# [TASK DETAILS]
Could you count the lines in the data that contain "stream"? Reply with the number only.

*****

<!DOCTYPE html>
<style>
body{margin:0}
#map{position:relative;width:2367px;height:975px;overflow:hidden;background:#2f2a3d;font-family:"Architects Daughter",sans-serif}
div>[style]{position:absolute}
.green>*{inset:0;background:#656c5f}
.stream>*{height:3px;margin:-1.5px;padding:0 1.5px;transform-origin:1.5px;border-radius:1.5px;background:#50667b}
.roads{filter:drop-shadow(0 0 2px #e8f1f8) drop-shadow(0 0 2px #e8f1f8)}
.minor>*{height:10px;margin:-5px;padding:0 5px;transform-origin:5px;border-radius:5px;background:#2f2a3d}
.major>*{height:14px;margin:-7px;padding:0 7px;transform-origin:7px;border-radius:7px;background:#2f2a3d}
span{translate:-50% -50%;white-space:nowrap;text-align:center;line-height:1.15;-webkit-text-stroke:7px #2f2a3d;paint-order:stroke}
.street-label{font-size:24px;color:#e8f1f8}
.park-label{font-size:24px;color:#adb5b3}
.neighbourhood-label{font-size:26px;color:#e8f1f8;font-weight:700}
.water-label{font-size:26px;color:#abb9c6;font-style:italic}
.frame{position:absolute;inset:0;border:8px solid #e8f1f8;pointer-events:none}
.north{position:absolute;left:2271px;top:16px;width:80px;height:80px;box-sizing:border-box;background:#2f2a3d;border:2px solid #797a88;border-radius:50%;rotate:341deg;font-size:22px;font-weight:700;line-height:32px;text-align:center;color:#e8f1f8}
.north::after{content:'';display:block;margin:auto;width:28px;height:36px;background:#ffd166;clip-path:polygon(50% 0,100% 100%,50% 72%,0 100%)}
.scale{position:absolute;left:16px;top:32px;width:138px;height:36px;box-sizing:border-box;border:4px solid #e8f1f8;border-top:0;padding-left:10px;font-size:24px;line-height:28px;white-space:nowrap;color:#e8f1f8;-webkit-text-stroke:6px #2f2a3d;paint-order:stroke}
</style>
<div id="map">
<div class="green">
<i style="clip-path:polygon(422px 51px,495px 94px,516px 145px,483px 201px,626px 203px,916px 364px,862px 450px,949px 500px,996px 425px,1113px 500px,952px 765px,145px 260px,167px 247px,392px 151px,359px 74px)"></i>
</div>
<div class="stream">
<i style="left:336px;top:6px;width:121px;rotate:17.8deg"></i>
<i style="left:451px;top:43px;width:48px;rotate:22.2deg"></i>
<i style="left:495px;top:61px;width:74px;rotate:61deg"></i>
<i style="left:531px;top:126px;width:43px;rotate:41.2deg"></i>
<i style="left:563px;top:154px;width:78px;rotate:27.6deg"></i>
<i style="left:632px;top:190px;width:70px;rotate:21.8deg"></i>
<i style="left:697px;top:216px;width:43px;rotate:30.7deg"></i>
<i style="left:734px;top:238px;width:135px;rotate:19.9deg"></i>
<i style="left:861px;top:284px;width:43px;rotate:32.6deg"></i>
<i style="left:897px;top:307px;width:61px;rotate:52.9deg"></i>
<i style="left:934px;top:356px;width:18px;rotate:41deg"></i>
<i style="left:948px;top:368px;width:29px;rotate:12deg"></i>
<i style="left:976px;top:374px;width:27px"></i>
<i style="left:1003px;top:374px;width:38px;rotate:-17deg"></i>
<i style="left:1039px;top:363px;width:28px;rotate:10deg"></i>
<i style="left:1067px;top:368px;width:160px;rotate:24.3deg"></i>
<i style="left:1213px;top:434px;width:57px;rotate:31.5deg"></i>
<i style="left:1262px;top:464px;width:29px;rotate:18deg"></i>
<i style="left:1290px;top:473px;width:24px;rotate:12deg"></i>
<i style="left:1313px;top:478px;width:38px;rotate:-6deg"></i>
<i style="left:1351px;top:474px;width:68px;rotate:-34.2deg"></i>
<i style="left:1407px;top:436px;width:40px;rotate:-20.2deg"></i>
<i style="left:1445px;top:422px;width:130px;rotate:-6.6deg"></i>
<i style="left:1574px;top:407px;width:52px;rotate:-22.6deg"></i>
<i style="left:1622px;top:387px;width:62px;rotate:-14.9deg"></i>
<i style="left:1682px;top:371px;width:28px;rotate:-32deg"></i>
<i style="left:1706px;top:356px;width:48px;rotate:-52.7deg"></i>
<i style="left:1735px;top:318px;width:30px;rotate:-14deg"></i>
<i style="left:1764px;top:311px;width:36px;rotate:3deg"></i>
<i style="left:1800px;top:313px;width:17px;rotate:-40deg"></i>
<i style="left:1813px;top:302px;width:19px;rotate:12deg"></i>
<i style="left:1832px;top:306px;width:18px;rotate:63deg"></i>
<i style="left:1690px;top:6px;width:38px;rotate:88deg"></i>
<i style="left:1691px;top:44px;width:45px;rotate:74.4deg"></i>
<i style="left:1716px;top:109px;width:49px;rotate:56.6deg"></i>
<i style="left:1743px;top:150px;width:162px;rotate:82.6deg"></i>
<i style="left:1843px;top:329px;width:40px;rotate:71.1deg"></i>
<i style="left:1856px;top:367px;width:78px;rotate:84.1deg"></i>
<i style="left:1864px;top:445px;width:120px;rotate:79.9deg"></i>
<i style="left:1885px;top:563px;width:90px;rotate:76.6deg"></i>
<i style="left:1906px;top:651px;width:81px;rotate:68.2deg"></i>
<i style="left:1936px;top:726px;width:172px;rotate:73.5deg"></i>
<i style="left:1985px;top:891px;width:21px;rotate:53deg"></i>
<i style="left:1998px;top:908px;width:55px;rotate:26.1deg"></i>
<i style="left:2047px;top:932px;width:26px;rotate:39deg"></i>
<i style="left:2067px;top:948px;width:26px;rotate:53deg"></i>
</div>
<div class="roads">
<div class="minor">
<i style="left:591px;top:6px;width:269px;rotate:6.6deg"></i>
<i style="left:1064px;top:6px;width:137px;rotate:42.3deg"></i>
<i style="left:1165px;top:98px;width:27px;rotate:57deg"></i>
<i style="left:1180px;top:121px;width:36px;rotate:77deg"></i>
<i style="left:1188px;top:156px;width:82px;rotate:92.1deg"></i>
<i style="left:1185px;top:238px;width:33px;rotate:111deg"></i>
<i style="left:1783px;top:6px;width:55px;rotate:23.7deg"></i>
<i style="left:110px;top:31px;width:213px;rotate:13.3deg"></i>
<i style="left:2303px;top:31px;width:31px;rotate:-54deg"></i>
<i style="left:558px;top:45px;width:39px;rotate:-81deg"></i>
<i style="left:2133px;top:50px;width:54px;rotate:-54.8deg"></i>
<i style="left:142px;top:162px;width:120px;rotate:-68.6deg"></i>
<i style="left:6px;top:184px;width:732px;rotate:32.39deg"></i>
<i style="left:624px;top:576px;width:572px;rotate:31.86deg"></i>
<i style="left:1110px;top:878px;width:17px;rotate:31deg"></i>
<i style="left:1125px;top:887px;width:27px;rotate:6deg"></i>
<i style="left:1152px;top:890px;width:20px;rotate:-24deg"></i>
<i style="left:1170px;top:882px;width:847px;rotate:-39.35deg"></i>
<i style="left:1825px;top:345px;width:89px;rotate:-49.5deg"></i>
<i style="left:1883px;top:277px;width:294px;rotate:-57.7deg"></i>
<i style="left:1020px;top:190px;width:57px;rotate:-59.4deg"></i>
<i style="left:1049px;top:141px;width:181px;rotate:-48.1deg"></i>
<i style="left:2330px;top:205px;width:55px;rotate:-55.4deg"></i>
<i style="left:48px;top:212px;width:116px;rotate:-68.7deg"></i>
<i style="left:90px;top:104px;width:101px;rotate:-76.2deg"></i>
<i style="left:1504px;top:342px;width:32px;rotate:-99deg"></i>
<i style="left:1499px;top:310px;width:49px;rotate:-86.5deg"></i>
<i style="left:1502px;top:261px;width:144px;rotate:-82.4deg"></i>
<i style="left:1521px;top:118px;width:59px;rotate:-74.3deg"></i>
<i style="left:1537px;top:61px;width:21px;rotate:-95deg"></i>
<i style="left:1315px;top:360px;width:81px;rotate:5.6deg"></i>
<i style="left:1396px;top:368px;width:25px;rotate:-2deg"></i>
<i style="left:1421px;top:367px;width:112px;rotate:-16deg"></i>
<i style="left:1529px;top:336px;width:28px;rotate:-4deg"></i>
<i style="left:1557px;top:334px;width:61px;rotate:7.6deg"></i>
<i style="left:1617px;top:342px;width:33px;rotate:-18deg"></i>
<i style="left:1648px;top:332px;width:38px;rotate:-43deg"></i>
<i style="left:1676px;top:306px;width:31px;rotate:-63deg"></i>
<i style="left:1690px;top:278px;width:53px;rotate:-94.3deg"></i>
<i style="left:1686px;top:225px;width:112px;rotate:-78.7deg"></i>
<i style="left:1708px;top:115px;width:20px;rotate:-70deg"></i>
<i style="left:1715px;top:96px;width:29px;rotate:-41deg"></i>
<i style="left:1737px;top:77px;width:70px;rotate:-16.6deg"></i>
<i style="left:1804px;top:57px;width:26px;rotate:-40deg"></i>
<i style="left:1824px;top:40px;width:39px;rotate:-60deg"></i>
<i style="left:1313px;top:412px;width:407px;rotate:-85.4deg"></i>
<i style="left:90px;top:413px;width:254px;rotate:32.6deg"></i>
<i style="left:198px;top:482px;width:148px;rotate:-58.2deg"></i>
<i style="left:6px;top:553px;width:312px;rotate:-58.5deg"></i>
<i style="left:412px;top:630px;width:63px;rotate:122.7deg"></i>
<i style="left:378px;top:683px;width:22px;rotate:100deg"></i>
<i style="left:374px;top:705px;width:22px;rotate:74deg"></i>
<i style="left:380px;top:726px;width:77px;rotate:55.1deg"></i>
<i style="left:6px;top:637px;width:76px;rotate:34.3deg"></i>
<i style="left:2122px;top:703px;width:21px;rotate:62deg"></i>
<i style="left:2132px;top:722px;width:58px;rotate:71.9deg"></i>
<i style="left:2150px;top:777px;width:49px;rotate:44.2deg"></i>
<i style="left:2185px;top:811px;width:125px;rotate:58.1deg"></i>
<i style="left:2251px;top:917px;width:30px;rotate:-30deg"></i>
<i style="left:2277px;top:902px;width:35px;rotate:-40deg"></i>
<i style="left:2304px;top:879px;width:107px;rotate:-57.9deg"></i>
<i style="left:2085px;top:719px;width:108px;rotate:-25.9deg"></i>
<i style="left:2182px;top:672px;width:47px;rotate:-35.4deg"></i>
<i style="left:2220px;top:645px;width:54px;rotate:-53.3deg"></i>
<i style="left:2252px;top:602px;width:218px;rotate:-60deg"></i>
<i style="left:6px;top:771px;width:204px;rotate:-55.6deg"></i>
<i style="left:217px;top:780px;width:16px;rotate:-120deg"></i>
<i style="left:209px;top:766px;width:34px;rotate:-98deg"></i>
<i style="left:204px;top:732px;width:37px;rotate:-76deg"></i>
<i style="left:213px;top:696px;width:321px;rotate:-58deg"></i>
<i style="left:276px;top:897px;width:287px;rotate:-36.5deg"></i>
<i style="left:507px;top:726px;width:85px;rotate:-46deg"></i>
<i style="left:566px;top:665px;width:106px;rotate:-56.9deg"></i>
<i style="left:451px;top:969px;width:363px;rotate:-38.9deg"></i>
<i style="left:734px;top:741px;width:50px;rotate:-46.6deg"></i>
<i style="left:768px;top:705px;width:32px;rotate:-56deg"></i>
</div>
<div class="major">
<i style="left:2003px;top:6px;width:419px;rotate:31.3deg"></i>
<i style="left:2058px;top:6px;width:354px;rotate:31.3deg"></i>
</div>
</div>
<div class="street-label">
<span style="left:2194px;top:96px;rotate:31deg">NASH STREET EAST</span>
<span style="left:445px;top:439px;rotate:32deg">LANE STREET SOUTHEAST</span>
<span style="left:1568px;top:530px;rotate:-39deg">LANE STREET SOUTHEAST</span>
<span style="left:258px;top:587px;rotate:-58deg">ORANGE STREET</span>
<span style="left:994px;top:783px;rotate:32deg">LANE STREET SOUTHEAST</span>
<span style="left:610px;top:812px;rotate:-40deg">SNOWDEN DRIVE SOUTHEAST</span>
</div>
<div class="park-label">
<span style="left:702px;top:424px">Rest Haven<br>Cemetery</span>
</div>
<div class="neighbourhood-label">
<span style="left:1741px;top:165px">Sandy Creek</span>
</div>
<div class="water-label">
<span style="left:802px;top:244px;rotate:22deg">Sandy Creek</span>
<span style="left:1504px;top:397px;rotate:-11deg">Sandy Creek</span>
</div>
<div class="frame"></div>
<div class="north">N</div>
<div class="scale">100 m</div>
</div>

*****

# [EXERCISE ANSWER]
2